Dans le même temps, les données reflètent que les États-Unis sont une partie importante du réseau de production de l'industrie automobile allemande, car les fabricants allemands ont produit plus de 844 000 véhicules en 2024, dont environ la moitié ont été exportés vers le monde entier.
En outre, l'industrie automobile allemande emploie environ 138 000 personnes aux États-Unis, dont 48 000 travaillent pour les constructeurs automobiles et 90 000 autres, pour les fournisseurs allemands.
« Par conséquent, les États-Unis, en tant que siège social de l'industrie automobile, bénéficient également du commerce international et de l'engagement de l'industrie automobile allemande », explique la déclaration.
En 2024, les voitures américaines ont été exportées vers l'Allemagne d'une valeur de 6 700 millions d'euros (136 000 unités). Cela place les voitures fabriquées aux États-Unis en troisième place dans les statistiques d'importation allemandes, en termes de valeur, derrière la République tchèque et l'Espagne. De même, l'année dernière, les États-Unis ont exporté plus de 10 000 millions d'euros, soit 233 600 unités, vers l'Union européenne.
En outre, la valeur totale des exportations de l'industrie automobile allemande était de 279,8 milliards d'euros en 2024, dont les États-Unis représentent une participation de 13,1%.
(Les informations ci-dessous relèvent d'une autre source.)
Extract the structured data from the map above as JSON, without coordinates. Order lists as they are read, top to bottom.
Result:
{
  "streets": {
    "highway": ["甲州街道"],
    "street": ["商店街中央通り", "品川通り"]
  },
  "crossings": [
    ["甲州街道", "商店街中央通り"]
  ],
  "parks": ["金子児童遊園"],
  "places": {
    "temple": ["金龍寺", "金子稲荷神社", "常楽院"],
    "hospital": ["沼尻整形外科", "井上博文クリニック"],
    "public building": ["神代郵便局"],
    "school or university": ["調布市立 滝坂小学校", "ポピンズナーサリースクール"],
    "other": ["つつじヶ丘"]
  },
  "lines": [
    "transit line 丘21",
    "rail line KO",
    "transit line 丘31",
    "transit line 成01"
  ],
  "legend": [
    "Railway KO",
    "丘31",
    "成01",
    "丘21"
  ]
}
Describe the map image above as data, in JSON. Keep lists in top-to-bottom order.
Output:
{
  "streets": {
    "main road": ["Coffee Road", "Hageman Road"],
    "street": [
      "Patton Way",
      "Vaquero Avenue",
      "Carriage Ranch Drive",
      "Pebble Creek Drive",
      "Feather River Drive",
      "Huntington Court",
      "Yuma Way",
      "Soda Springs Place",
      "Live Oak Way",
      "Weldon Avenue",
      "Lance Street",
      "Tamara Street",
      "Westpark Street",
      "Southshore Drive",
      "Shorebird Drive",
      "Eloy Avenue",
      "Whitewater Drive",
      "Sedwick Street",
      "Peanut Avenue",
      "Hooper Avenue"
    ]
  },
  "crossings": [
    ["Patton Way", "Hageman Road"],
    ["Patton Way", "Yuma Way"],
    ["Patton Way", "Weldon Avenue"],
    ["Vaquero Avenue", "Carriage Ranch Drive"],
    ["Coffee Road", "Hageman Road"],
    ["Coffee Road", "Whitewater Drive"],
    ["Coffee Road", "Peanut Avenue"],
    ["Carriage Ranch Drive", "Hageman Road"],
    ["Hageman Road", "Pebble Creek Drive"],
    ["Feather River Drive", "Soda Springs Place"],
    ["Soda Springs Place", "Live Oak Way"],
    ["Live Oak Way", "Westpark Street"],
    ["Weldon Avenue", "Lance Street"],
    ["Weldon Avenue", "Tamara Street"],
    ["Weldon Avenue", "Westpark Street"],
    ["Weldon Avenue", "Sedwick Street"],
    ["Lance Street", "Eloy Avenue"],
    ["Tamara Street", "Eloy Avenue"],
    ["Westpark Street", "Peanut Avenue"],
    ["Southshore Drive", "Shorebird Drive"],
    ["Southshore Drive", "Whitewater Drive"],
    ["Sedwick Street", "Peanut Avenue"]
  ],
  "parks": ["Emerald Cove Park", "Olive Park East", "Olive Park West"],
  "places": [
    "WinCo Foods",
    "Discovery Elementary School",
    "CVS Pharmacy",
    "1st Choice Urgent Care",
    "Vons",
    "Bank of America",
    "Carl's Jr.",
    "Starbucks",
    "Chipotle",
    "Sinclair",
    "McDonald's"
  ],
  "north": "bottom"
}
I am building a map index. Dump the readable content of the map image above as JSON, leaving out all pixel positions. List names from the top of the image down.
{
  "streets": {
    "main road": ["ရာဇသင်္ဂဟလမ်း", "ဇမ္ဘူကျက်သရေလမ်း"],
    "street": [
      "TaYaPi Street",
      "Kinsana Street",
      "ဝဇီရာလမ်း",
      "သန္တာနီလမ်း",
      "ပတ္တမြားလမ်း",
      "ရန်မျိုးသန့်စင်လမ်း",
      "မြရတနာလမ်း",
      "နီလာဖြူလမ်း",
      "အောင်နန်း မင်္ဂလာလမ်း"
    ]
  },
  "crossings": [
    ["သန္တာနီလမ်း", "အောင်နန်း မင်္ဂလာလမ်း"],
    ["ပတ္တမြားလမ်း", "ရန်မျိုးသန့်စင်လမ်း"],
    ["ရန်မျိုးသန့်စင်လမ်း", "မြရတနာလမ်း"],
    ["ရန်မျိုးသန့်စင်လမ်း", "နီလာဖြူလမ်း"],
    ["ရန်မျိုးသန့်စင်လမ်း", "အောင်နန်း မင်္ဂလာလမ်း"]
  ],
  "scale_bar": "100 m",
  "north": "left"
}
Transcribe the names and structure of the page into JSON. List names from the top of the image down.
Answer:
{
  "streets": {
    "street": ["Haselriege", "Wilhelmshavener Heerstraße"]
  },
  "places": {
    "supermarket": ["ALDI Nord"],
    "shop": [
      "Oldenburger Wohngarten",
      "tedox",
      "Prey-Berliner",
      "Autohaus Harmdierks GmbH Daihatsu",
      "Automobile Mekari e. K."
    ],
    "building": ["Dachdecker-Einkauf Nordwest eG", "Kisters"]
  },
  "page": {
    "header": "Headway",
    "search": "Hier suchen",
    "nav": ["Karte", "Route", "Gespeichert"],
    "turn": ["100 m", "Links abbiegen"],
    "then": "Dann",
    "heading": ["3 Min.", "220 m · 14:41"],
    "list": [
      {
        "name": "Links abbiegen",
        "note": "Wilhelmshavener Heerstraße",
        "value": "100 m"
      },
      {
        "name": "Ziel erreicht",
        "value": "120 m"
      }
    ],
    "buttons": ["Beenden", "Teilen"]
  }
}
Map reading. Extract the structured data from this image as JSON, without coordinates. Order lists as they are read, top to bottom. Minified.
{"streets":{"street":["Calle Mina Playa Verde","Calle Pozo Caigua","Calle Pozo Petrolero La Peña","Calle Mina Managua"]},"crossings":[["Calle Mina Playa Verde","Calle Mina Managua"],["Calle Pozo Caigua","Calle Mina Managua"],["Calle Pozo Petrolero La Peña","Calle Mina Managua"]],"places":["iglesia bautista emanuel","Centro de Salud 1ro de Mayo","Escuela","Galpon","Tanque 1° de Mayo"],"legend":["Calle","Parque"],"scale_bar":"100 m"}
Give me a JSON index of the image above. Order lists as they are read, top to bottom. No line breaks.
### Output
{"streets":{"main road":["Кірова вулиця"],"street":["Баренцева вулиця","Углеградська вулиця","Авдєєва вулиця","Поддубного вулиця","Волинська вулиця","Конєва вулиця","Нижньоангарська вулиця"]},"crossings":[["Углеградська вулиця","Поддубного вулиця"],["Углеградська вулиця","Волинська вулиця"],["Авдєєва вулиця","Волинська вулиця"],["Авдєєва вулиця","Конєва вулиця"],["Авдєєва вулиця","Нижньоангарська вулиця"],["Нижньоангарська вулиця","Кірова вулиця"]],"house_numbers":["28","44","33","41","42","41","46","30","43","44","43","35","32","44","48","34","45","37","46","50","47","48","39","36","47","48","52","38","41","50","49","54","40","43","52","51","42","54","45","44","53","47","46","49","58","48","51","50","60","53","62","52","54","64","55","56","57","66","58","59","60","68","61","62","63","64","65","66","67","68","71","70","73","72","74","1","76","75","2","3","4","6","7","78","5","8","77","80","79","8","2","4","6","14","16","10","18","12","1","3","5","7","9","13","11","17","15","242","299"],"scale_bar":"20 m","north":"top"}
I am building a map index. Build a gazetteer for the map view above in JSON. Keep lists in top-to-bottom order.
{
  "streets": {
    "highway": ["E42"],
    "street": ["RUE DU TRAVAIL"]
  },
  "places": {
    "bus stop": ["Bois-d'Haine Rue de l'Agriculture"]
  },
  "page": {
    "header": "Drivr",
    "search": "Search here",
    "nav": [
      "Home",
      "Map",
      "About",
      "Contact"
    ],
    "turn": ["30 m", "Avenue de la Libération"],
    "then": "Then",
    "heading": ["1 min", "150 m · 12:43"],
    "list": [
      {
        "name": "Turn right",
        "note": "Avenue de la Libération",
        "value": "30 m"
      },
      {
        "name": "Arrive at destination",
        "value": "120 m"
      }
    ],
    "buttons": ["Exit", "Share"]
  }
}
Près d'une Porsche sur trois et une BMW sur six ont été vendues aux États-Unis en 2024, tandis que Volkswagen, Audi et Mercedes-Benz représentaient entre 12% et 15%, respectivement.
En faveur d'une réponse de l'UE aux tarifs américains
Dans ce contexte, le ministre de l'Économie en fonction de l'Allemagne, Robert Habeck, a parlé en faveur de l'Union européenne pour répondre par conséquent aux tarifs annoncés par les États-Unis, mais évitant une escalade du conflit commercial.
« Maintenant, il est important que l'UE donne une réponse ferme aux tarifs: il doit être clair que nous ne retournerons pas aux États-Unis. La force et la confiance de soi sont nécessaires », a écrit Habeck sur le réseau social «X» (anciennement Twitter).
Il a également déclaré que de l'exécutif allemand, ils continueront de soutenir la Commission européenne dans les négociations « pour trouver une solution avec les États-Unis qui évite une spirale tarifaire ».
Le politicien du parti Verdes a souligné qu'en fin de compte, les tarifs nuisent aux États-Unis et à l'UE, ainsi que le commerce mondial dans son ensemble.
Il a également souligné que l'annonce des tarifs américains sur l'importation de 25% de voitures et de voitures est « une mauvaise nouvelle pour les constructeurs automobiles allemands, pour l'économie allemande, pour l'UE, mais aussi pour les États-Unis », a déclaré Habeck.
« Ils interfèrent dans les chaînes d'approvisionnement mondiaux et augmentent également les voitures américaines », a-t-il conclu.